──────── Data to use

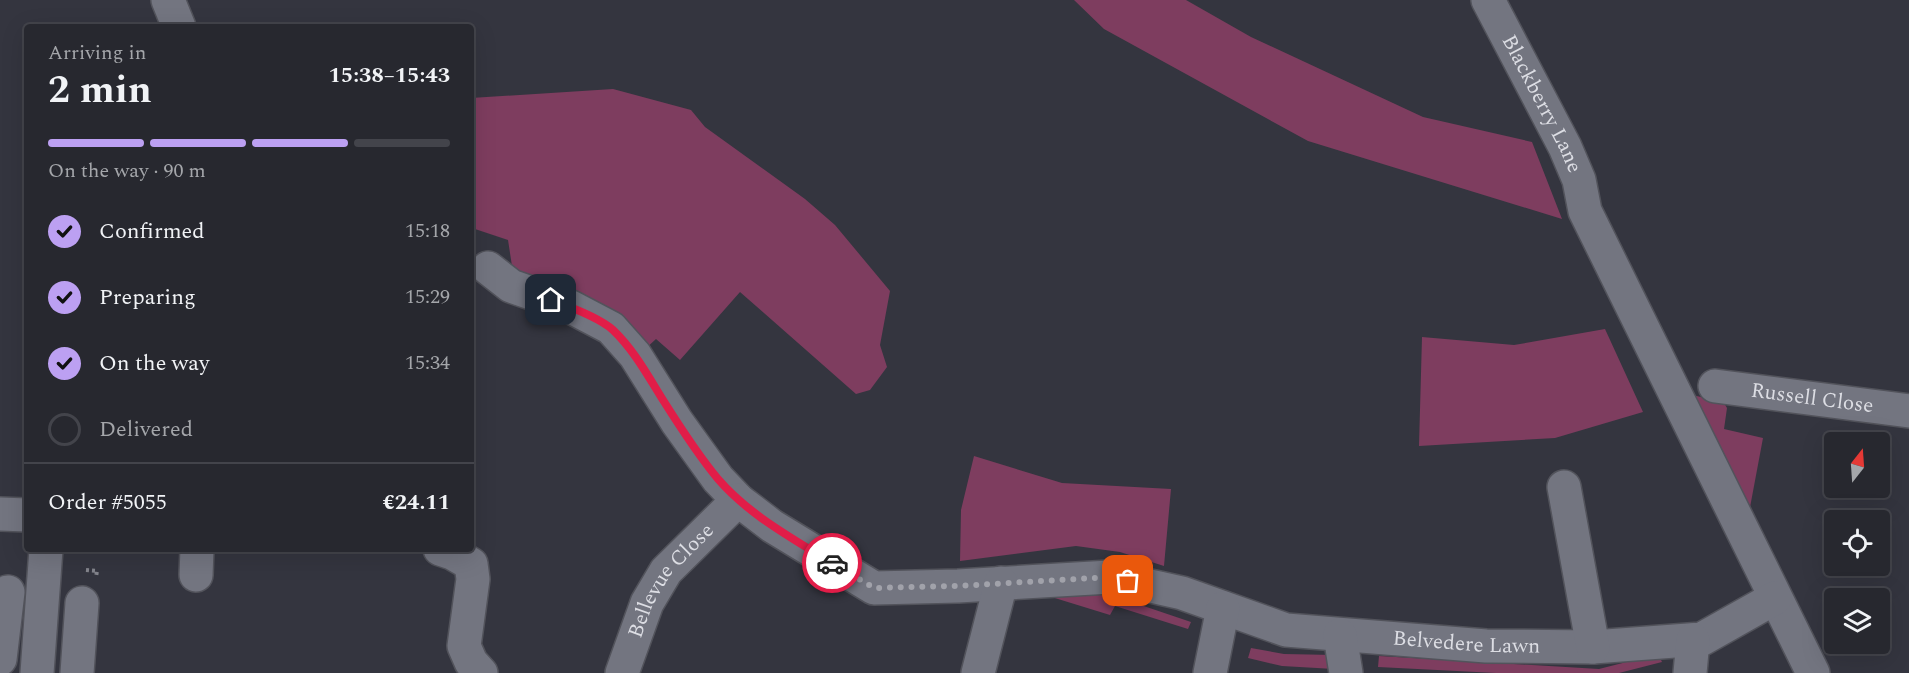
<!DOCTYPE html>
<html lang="en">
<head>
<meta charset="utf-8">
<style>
  body { margin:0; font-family:Spectral,serif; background:#33343b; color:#f1f3f6; height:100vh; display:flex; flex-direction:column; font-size:22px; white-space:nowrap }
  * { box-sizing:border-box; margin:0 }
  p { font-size:20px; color:#a4a6aa }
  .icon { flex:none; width:33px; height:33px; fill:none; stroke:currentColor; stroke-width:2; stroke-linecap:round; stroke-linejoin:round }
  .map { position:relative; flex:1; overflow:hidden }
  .sheet { position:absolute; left:24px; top:24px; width:450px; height:528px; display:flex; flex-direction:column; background:#27282f; border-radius:6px; box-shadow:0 6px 24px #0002,0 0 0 2px #43444b }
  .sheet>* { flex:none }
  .needle { width:39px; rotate:17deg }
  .tools { position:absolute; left:1824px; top:432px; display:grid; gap:12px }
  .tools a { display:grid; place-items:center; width:66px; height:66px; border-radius:6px; background:#27282f; box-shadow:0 6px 24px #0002,0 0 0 2px #43444b; font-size:30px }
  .pin { position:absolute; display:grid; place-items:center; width:51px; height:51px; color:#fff; margin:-26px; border-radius:12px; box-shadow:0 3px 9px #0006 }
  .courier { position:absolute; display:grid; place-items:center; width:60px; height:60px; margin:-30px; border:4px solid #e11d48; border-radius:50%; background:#fff; color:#222; box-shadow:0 2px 8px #0007 }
  .headline em { font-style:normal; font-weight:700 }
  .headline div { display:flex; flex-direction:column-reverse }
  .headline { display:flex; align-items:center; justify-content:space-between; height:102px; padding:0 24px }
  h1 { font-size:39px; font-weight:700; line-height:45px }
  .bar { display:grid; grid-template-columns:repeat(4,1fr); gap:9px 6px; align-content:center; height:72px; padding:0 24px }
  .bar i { height:8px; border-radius:4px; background:#43444b }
  .bar .active { background:#bca0f2 }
  .bar p { grid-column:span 4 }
  .line { display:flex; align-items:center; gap:15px; padding:0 24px; border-top:2px solid #43444b }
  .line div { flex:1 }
  ol { padding:0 24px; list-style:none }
  li { display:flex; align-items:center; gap:18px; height:66px }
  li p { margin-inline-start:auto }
  li .icon { padding:6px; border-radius:50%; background:#bca0f2; color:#111; stroke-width:4 }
  li:last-child { color:#a4a6aa }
  li i { width:33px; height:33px; border:3px solid #43444b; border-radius:50% }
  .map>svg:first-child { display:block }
</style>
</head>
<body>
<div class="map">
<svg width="1909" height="673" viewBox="0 0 1909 673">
  <rect width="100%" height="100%" fill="#34353f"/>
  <g fill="#7e3d5f">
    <path d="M1074 0H1186L1251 37 1423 117 1532 142 1562 219 1308 141 1104 29Z"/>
    <path d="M613 89 691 110 705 127 805 199 835 225 890 291 880 345 887 367 870 390 856 394 740 292 680 360 656 339 643 351 516 274 512 266 508 240 475 229 471 238V98Z"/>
    <path d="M1605 329 1643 412 1555 438 1419 446 1422 337 1514 345Z"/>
    <path d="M1689 394 1724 403 1727 408 1724 429 1763 438 1748 518Z"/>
    <path d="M974 456 1062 483 1171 489 1164 566 1120 552 1076 546 960 561 961 510Z"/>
    <path d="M1061 589 1117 597 1191 622 1188 629 1115 606 1110 615 1045 595Z"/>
    <path d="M1251 648 1284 654 1334 655V669L1282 666 1248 658Z"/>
    <path d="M1658 654 1662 662 1619 673H1496L1378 667 1379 656 1599 669Z"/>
  </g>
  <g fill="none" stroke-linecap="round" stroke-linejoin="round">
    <g stroke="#52535b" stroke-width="36">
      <g id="street">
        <path d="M168 0 179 27"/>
        <path id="s1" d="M1488 0 1565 147 1579 180 1585 211 1813 673"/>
        <path id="s2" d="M488 268 511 286 571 307 611 328 635 355 677 422 718 479 738 500 772 526 874 588 958 586 1110 577 1182 593 1286 630 1486 646 1593 647 1702 639 1775 598"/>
        <path id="s3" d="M1715 386 1909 411"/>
        <path d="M1564 487 1593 647"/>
        <path d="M0 514 27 515"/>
        <path d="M440 549 452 553 471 564 473 579 464 646 471 662 481 673"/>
        <path d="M196 575 197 549"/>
        <path d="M1340 635 1346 673"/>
        <path d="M0 659 8 592"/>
        <path d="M37 673 46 549"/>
        <path d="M77 673 82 603"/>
        <path id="s4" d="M622 673 647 603 666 571 738 500"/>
        <path d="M978 673 1001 583"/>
        <path d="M1210 673 1223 608"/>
        <path d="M1690 673 1693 640"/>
      </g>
    </g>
    <path stroke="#83848c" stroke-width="4" stroke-dasharray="3 3" stroke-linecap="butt" d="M86 570 97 571 96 577"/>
    <use href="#street" stroke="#737580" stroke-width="33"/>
  </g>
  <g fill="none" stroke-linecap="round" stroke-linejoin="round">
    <path stroke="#a1a2aa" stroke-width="6" stroke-dasharray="0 10.8" d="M832 563 874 588 958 586 1110 577 1128 581"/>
    <path stroke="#e11d48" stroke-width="8" d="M551 300C568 306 600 318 613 330 634 350 648 376 663 400 680 427 698 455 718 479 749 515 792 538 832 563"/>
  </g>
  <g text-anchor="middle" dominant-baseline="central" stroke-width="5" stroke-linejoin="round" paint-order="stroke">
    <g font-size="21" fill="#dcdde3" stroke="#2a2b35">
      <text stroke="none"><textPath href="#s1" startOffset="117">Blackberry Lane</textPath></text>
      <text stroke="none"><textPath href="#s3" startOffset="98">Russell Close</textPath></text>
      <text stroke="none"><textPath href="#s4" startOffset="106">Bellevue Close</textPath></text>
      <text stroke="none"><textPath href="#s2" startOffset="1116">Belvedere Lawn</textPath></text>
    </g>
  </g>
</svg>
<div class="tools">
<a><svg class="needle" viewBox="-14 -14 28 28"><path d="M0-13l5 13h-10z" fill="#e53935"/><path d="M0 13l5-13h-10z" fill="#a4a6aa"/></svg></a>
<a><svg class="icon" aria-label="locate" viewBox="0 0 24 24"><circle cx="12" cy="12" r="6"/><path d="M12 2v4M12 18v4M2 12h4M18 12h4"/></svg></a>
<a><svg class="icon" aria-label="layers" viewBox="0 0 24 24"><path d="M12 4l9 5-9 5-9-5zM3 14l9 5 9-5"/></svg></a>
</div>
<div class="pin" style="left:1128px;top:581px;background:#ea580c"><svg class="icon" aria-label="bag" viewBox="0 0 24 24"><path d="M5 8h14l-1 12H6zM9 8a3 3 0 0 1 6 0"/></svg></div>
<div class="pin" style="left:551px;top:300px;background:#1f2937"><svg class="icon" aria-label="home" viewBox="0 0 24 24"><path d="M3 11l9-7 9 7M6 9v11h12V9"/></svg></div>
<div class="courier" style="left:832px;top:563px"><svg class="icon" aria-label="car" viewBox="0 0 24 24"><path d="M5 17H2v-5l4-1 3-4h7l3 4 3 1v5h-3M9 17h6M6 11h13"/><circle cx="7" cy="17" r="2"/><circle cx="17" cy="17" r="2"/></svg></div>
<section class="sheet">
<div class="headline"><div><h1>2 min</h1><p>Arriving in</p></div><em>15:38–15:43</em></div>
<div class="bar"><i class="active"></i><i class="active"></i><i class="active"></i><i></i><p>On the way · 90 m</p></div>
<ol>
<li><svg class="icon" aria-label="check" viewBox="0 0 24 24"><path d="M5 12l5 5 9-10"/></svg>Confirmed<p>15:18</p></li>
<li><svg class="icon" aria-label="check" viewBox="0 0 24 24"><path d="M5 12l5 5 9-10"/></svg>Preparing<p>15:29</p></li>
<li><svg class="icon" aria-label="check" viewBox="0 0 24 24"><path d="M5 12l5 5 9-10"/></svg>On the way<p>15:34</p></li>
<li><i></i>Delivered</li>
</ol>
<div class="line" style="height:78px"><div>Order #5055</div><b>€24.11</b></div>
</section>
</div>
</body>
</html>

────────────────

Task to complete: Word for word, restate the lines of the data above that fall between the line holding "8h14l-1 12H6zM9 8a3" and the line holding "11l9-7 9 7M6", inclusive, and no other lines.

Solution for this problem:
<div class="pin" style="left:1128px;top:581px;background:#ea580c"><svg class="icon" aria-label="bag" viewBox="0 0 24 24"><path d="M5 8h14l-1 12H6zM9 8a3 3 0 0 1 6 0"/></svg></div>
<div class="pin" style="left:551px;top:300px;background:#1f2937"><svg class="icon" aria-label="home" viewBox="0 0 24 24"><path d="M3 11l9-7 9 7M6 9v11h12V9"/></svg></div>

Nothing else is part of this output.